**GOAL OF THE EXERCISE**
Write out the material below again, line for line, without any images.

**SUPPLIED RECORDS**

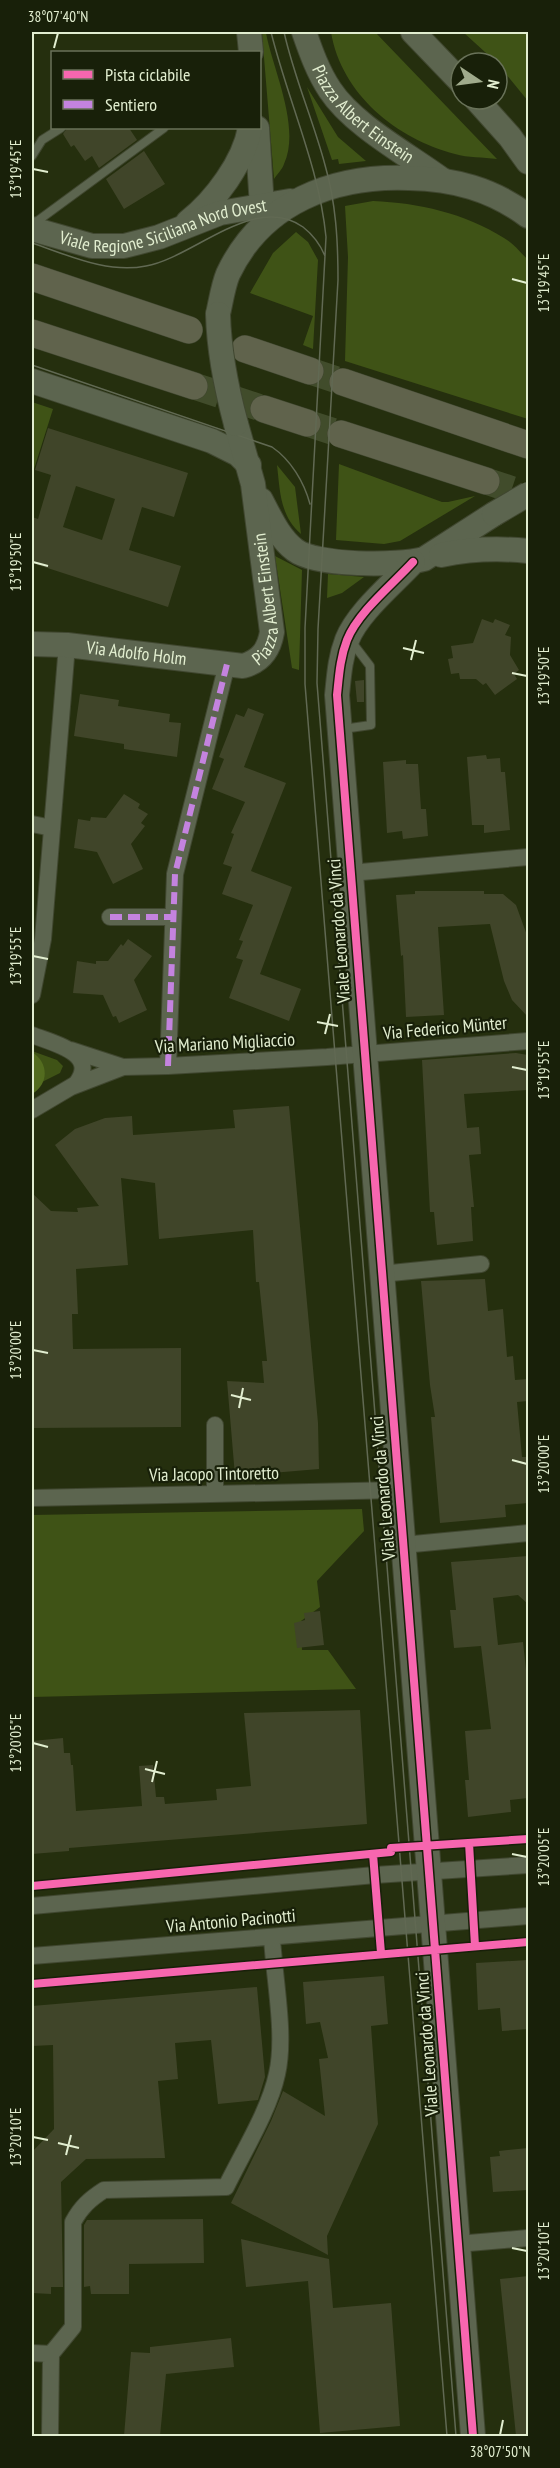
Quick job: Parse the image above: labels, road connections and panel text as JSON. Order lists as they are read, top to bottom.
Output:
{
  "streets": {
    "street": [
      "Piazza Albert Einstein",
      "Viale Regione Siciliana Nord Ovest",
      "Via Adolfo Holm",
      "Viale Leonardo da Vinci",
      "Via Federico Münter",
      "Via Mariano Migliaccio",
      "Via Jacopo Tintoretto",
      "Via Antonio Pacinotti"
    ]
  },
  "crossings": [
    ["Piazza Albert Einstein", "Viale Regione Siciliana Nord Ovest"],
    ["Piazza Albert Einstein", "Via Adolfo Holm"],
    ["Piazza Albert Einstein", "Viale Leonardo da Vinci"],
    ["Viale Leonardo da Vinci", "Via Federico Münter"],
    ["Viale Leonardo da Vinci", "Via Mariano Migliaccio"],
    ["Viale Leonardo da Vinci", "Via Jacopo Tintoretto"],
    ["Viale Leonardo da Vinci", "Via Antonio Pacinotti"],
    ["Via Federico Münter", "Via Mariano Migliaccio"]
  ],
  "legend": ["Pista ciclabile", "Sentiero"],
  "north": "right",
  "coordinates": [
    "38°07'40\"N",
    "13°19'45\"E",
    "13°19'50\"E",
    "13°19'55\"E",
    "13°20'00\"E",
    "13°20'05\"E",
    "13°20'10\"E",
    "38°07'50\"N"
  ]
}
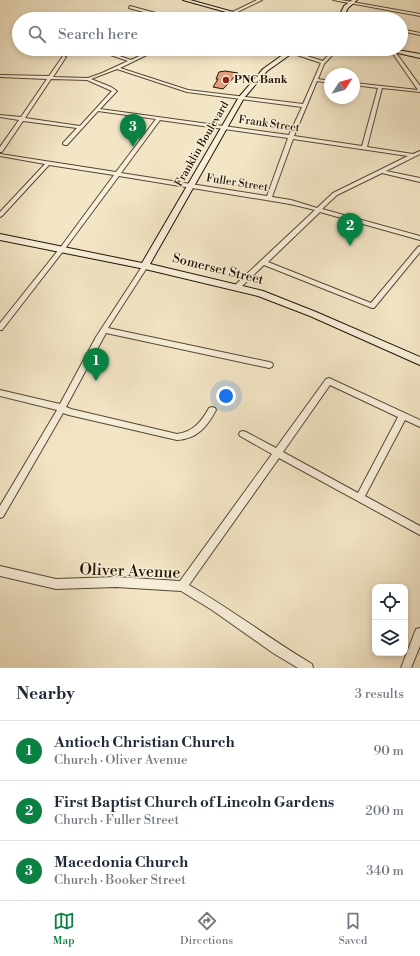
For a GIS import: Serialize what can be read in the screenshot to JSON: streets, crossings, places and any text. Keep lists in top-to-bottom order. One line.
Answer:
{"streets":{"main road":["Franklin Boulevard","Somerset Street"],"street":["Frank Street","Fuller Street","Oliver Avenue"]},"crossings":[["Frank Street","Franklin Boulevard"],["Franklin Boulevard","Fuller Street"],["Franklin Boulevard","Somerset Street"]],"places":["PNC Bank"],"north":"top right","page":{"search":"Search here","pins":["3","2","1"],"heading":["Nearby","3 results"],"list":[{"mark":"1","name":"Antioch Christian Church","note":"Church · Oliver Avenue","value":"90 m"},{"mark":"2","name":"First Baptist Church of Lincoln Gardens","note":"Church · Fuller Street","value":"200 m"},{"mark":"3","name":"Macedonia Church","note":"Church · Booker Street","value":"340 m"}],"nav":["Map","Directions","Saved"]}}
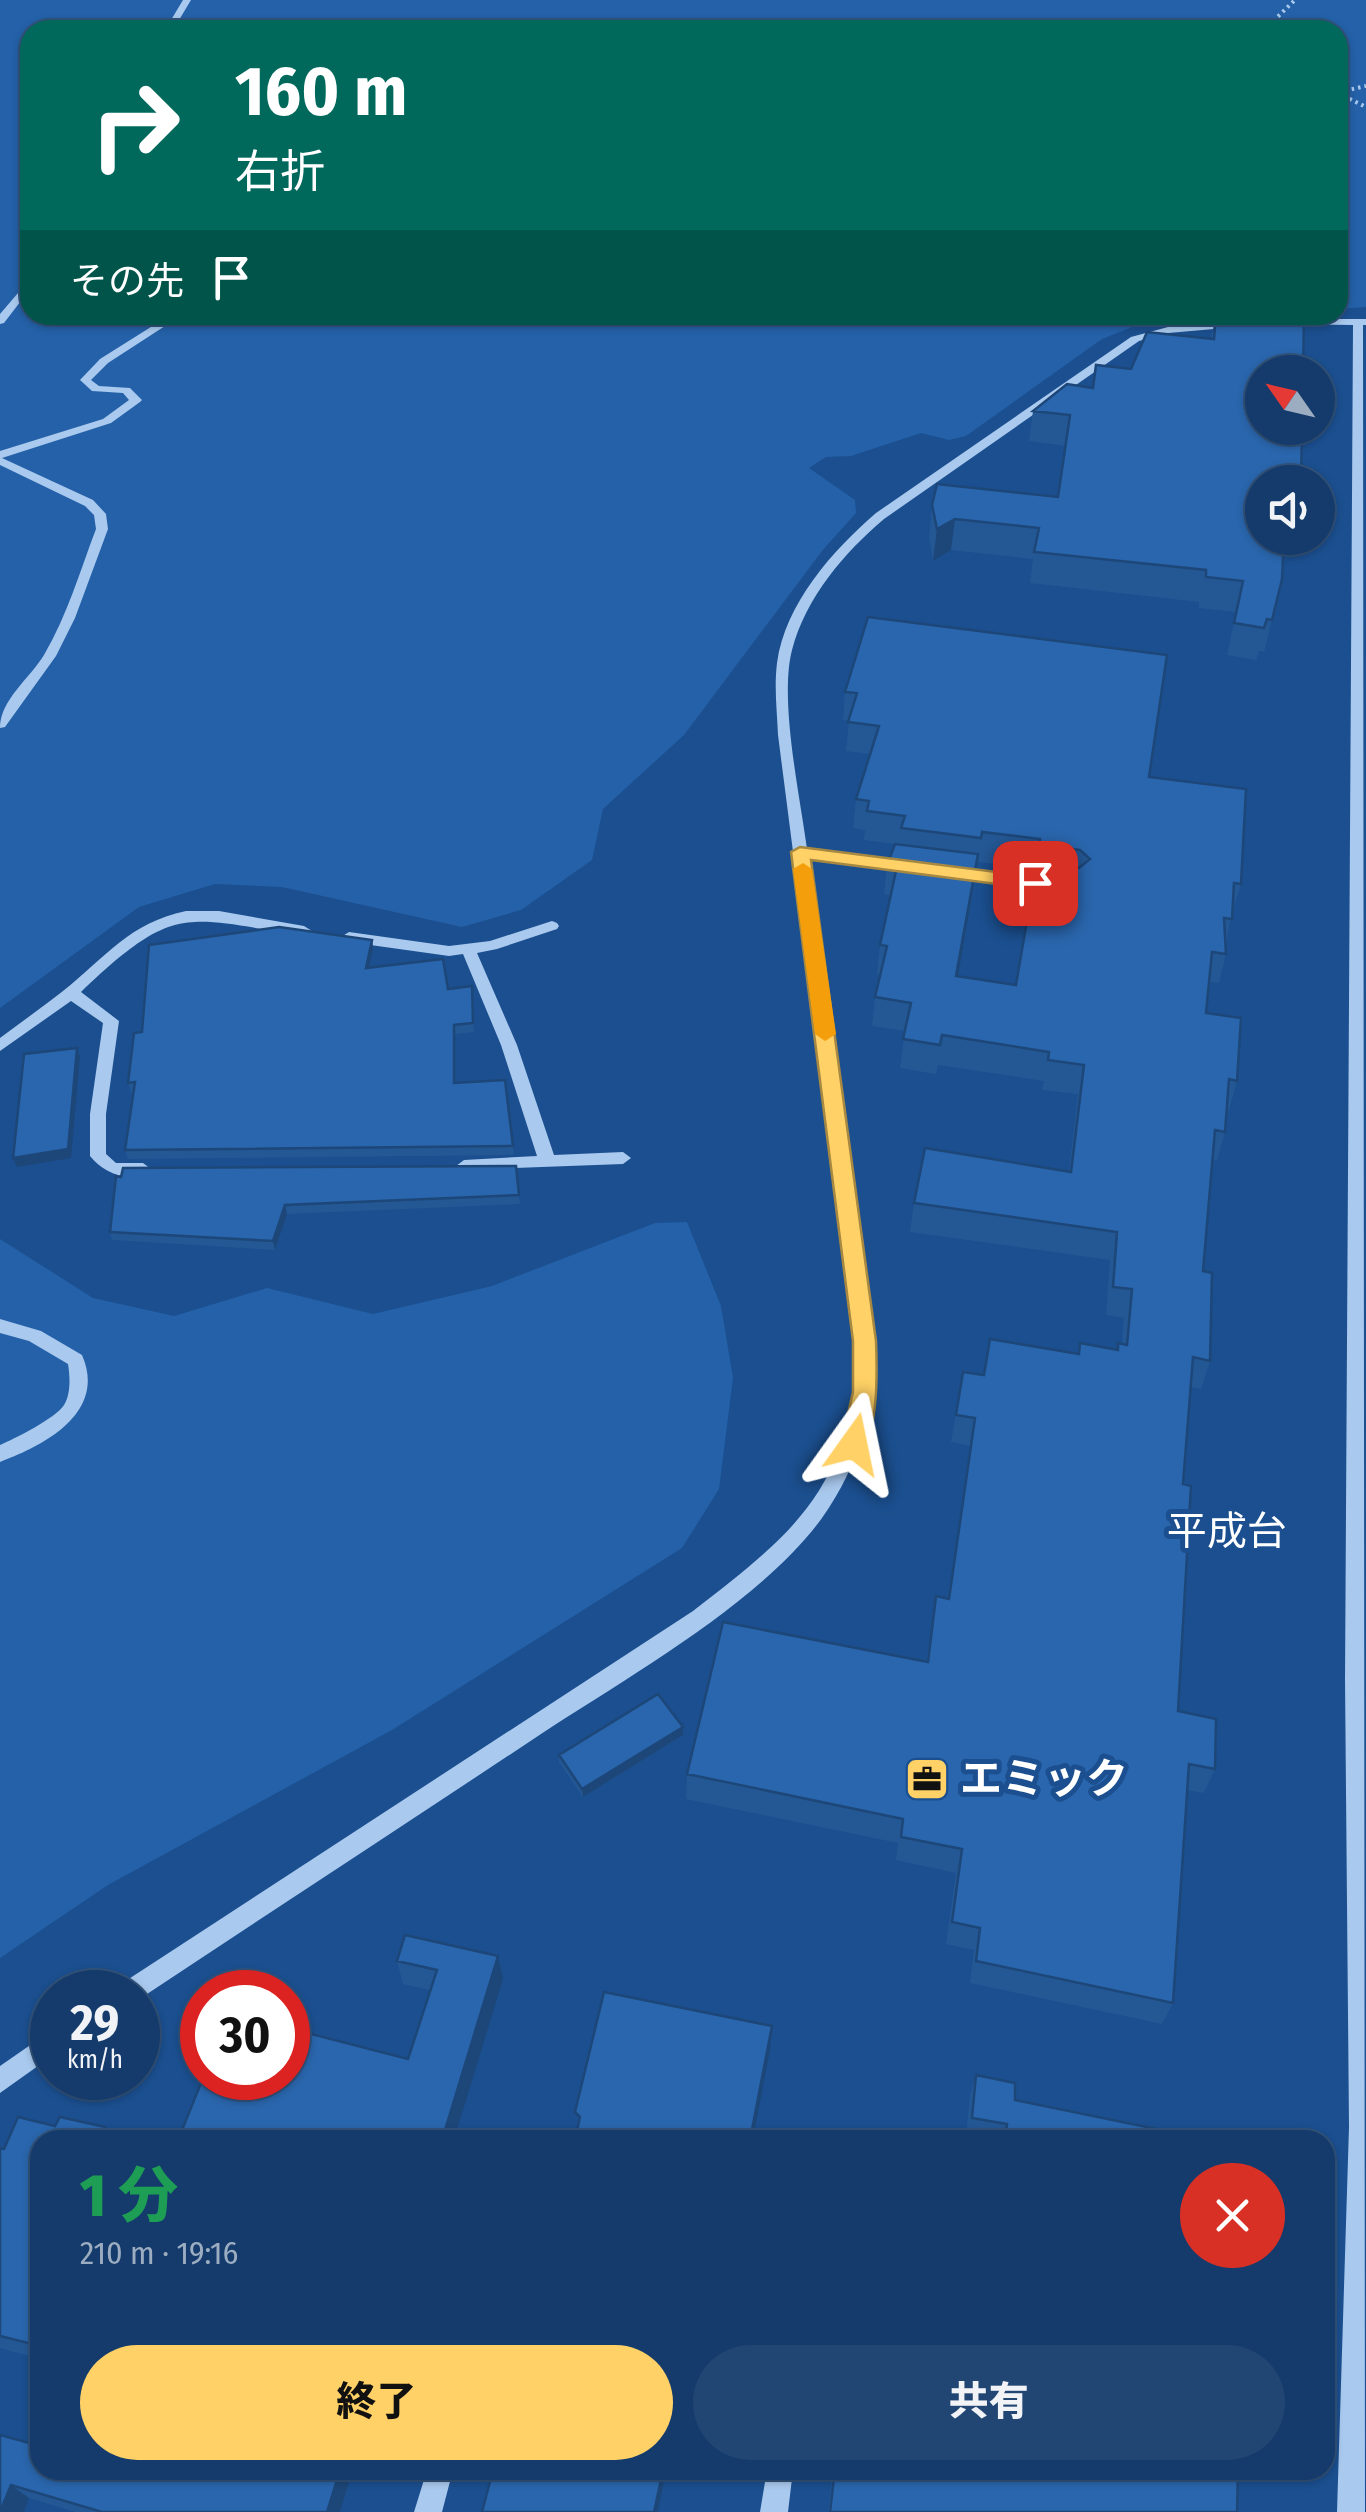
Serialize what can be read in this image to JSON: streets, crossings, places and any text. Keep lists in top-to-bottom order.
{
  "districts": ["平成台"],
  "places": {
    "office": ["エミック"]
  },
  "north": "top left",
  "page": {
    "turn": ["160 m", "右折"],
    "then": "その先",
    "speed": "29 km/h",
    "limit": "30",
    "heading": ["1 分", "210 m · 19:16"],
    "buttons": ["終了", "共有"]
  }
}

**RESPONSE**
Quick job: Parse the image above: labels, road connections and panel text as JSON. Order lists as they are read, top to bottom.
Output:
{
  "streets": {
    "street": [
      "Piazza Albert Einstein",
      "Viale Regione Siciliana Nord Ovest",
      "Via Adolfo Holm",
      "Viale Leonardo da Vinci",
      "Via Federico Münter",
      "Via Mariano Migliaccio",
      "Via Jacopo Tintoretto",
      "Via Antonio Pacinotti"
    ]
  },
  "crossings": [
    ["Piazza Albert Einstein", "Viale Regione Siciliana Nord Ovest"],
    ["Piazza Albert Einstein", "Via Adolfo Holm"],
    ["Piazza Albert Einstein", "Viale Leonardo da Vinci"],
    ["Viale Leonardo da Vinci", "Via Federico Münter"],
    ["Viale Leonardo da Vinci", "Via Mariano Migliaccio"],
    ["Viale Leonardo da Vinci", "Via Jacopo Tintoretto"],
    ["Viale Leonardo da Vinci", "Via Antonio Pacinotti"],
    ["Via Federico Münter", "Via Mariano Migliaccio"]
  ],
  "legend": ["Pista ciclabile", "Sentiero"],
  "north": "right",
  "coordinates": [
    "38°07'40\"N",
    "13°19'45\"E",
    "13°19'50\"E",
    "13°19'55\"E",
    "13°20'00\"E",
    "13°20'05\"E",
    "13°20'10\"E",
    "38°07'50\"N"
  ]
}
For a GIS import: Serialize what can be read in the screenshot to JSON: streets, crossings, places and any text. Keep lists in top-to-bottom order. One line.
Answer:
{"streets":{"main road":["Franklin Boulevard","Somerset Street"],"street":["Frank Street","Fuller Street","Oliver Avenue"]},"crossings":[["Frank Street","Franklin Boulevard"],["Franklin Boulevard","Fuller Street"],["Franklin Boulevard","Somerset Street"]],"places":["PNC Bank"],"north":"top right","page":{"search":"Search here","pins":["3","2","1"],"heading":["Nearby","3 results"],"list":[{"mark":"1","name":"Antioch Christian Church","note":"Church · Oliver Avenue","value":"90 m"},{"mark":"2","name":"First Baptist Church of Lincoln Gardens","note":"Church · Fuller Street","value":"200 m"},{"mark":"3","name":"Macedonia Church","note":"Church · Booker Street","value":"340 m"}],"nav":["Map","Directions","Saved"]}}
Serialize what can be read in this image to JSON: streets, crossings, places and any text. Keep lists in top-to-bottom order.
{
  "districts": ["平成台"],
  "places": {
    "office": ["エミック"]
  },
  "north": "top left",
  "page": {
    "turn": ["160 m", "右折"],
    "then": "その先",
    "speed": "29 km/h",
    "limit": "30",
    "heading": ["1 分", "210 m · 19:16"],
    "buttons": ["終了", "共有"]
  }
}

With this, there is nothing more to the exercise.